• [Problem details]: Since each line must match the original, copy out the records with no differences at all.

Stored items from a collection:
• • • • •
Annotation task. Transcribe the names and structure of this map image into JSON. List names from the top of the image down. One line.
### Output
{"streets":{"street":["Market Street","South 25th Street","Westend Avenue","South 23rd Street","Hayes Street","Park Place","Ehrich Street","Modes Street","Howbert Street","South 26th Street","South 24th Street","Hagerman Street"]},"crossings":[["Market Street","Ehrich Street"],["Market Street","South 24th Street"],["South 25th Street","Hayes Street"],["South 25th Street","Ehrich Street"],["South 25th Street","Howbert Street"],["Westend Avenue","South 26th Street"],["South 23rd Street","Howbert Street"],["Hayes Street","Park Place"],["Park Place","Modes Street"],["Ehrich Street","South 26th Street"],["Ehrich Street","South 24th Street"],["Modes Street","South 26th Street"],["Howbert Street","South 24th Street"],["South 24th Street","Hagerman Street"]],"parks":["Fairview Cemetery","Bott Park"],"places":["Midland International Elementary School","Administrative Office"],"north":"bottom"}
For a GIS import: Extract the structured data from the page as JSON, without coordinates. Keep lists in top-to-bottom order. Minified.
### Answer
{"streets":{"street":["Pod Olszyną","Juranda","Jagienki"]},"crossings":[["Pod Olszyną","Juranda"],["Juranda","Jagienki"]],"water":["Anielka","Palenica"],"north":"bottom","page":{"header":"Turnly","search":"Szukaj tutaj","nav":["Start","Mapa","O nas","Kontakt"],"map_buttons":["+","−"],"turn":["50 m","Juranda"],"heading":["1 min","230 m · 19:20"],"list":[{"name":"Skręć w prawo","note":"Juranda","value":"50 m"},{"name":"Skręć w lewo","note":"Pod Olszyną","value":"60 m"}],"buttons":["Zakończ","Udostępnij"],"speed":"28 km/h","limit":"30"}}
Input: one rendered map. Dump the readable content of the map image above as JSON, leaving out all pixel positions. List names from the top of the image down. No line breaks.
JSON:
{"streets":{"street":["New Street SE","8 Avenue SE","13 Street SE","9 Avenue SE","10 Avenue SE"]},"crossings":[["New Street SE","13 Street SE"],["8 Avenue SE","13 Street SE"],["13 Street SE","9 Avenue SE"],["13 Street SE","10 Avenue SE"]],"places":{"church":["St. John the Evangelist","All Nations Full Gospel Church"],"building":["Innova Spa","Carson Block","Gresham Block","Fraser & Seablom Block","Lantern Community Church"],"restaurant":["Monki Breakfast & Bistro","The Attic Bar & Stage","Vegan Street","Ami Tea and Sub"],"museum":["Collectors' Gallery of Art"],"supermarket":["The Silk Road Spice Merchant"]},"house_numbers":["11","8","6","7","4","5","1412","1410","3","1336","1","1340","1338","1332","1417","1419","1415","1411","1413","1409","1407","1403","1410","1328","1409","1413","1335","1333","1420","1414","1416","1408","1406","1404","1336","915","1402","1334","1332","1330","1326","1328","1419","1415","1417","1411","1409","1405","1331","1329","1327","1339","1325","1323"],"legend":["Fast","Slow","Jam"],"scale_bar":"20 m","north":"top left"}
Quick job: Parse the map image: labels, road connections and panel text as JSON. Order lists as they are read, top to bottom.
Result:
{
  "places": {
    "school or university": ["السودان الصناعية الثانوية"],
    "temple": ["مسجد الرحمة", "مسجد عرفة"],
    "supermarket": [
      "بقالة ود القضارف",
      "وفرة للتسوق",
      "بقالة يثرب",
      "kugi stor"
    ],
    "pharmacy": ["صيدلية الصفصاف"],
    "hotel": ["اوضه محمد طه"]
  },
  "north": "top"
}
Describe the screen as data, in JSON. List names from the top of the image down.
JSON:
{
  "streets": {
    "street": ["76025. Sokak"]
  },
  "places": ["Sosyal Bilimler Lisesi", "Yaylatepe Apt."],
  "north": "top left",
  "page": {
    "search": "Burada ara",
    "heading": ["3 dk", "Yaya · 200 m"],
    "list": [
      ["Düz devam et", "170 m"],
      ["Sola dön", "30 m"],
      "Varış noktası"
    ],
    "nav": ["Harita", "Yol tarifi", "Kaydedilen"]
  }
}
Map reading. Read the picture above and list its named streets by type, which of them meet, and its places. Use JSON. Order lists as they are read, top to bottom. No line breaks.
• • • • •
• [Written answer]:
Annotation task. Transcribe the names and structure of this map image into JSON. List names from the top of the image down. One line.
### Output
{"streets":{"street":["Market Street","South 25th Street","Westend Avenue","South 23rd Street","Hayes Street","Park Place","Ehrich Street","Modes Street","Howbert Street","South 26th Street","South 24th Street","Hagerman Street"]},"crossings":[["Market Street","Ehrich Street"],["Market Street","South 24th Street"],["South 25th Street","Hayes Street"],["South 25th Street","Ehrich Street"],["South 25th Street","Howbert Street"],["Westend Avenue","South 26th Street"],["South 23rd Street","Howbert Street"],["Hayes Street","Park Place"],["Park Place","Modes Street"],["Ehrich Street","South 26th Street"],["Ehrich Street","South 24th Street"],["Modes Street","South 26th Street"],["Howbert Street","South 24th Street"],["South 24th Street","Hagerman Street"]],"parks":["Fairview Cemetery","Bott Park"],"places":["Midland International Elementary School","Administrative Office"],"north":"bottom"}
For a GIS import: Extract the structured data from the page as JSON, without coordinates. Keep lists in top-to-bottom order. Minified.
### Answer
{"streets":{"street":["Pod Olszyną","Juranda","Jagienki"]},"crossings":[["Pod Olszyną","Juranda"],["Juranda","Jagienki"]],"water":["Anielka","Palenica"],"north":"bottom","page":{"header":"Turnly","search":"Szukaj tutaj","nav":["Start","Mapa","O nas","Kontakt"],"map_buttons":["+","−"],"turn":["50 m","Juranda"],"heading":["1 min","230 m · 19:20"],"list":[{"name":"Skręć w prawo","note":"Juranda","value":"50 m"},{"name":"Skręć w lewo","note":"Pod Olszyną","value":"60 m"}],"buttons":["Zakończ","Udostępnij"],"speed":"28 km/h","limit":"30"}}
Input: one rendered map. Dump the readable content of the map image above as JSON, leaving out all pixel positions. List names from the top of the image down. No line breaks.
JSON:
{"streets":{"street":["New Street SE","8 Avenue SE","13 Street SE","9 Avenue SE","10 Avenue SE"]},"crossings":[["New Street SE","13 Street SE"],["8 Avenue SE","13 Street SE"],["13 Street SE","9 Avenue SE"],["13 Street SE","10 Avenue SE"]],"places":{"church":["St. John the Evangelist","All Nations Full Gospel Church"],"building":["Innova Spa","Carson Block","Gresham Block","Fraser & Seablom Block","Lantern Community Church"],"restaurant":["Monki Breakfast & Bistro","The Attic Bar & Stage","Vegan Street","Ami Tea and Sub"],"museum":["Collectors' Gallery of Art"],"supermarket":["The Silk Road Spice Merchant"]},"house_numbers":["11","8","6","7","4","5","1412","1410","3","1336","1","1340","1338","1332","1417","1419","1415","1411","1413","1409","1407","1403","1410","1328","1409","1413","1335","1333","1420","1414","1416","1408","1406","1404","1336","915","1402","1334","1332","1330","1326","1328","1419","1415","1417","1411","1409","1405","1331","1329","1327","1339","1325","1323"],"legend":["Fast","Slow","Jam"],"scale_bar":"20 m","north":"top left"}
Quick job: Parse the map image: labels, road connections and panel text as JSON. Order lists as they are read, top to bottom.
Result:
{
  "places": {
    "school or university": ["السودان الصناعية الثانوية"],
    "temple": ["مسجد الرحمة", "مسجد عرفة"],
    "supermarket": [
      "بقالة ود القضارف",
      "وفرة للتسوق",
      "بقالة يثرب",
      "kugi stor"
    ],
    "pharmacy": ["صيدلية الصفصاف"],
    "hotel": ["اوضه محمد طه"]
  },
  "north": "top"
}
Describe the screen as data, in JSON. List names from the top of the image down.
JSON:
{
  "streets": {
    "street": ["76025. Sokak"]
  },
  "places": ["Sosyal Bilimler Lisesi", "Yaylatepe Apt."],
  "north": "top left",
  "page": {
    "search": "Burada ara",
    "heading": ["3 dk", "Yaya · 200 m"],
    "list": [
      ["Düz devam et", "170 m"],
      ["Sola dön", "30 m"],
      "Varış noktası"
    ],
    "nav": ["Harita", "Yol tarifi", "Kaydedilen"]
  }
}
Map reading. Read the picture above and list its named streets by type, which of them meet, and its places. Use JSON. Order lists as they are read, top to bottom. No line breaks.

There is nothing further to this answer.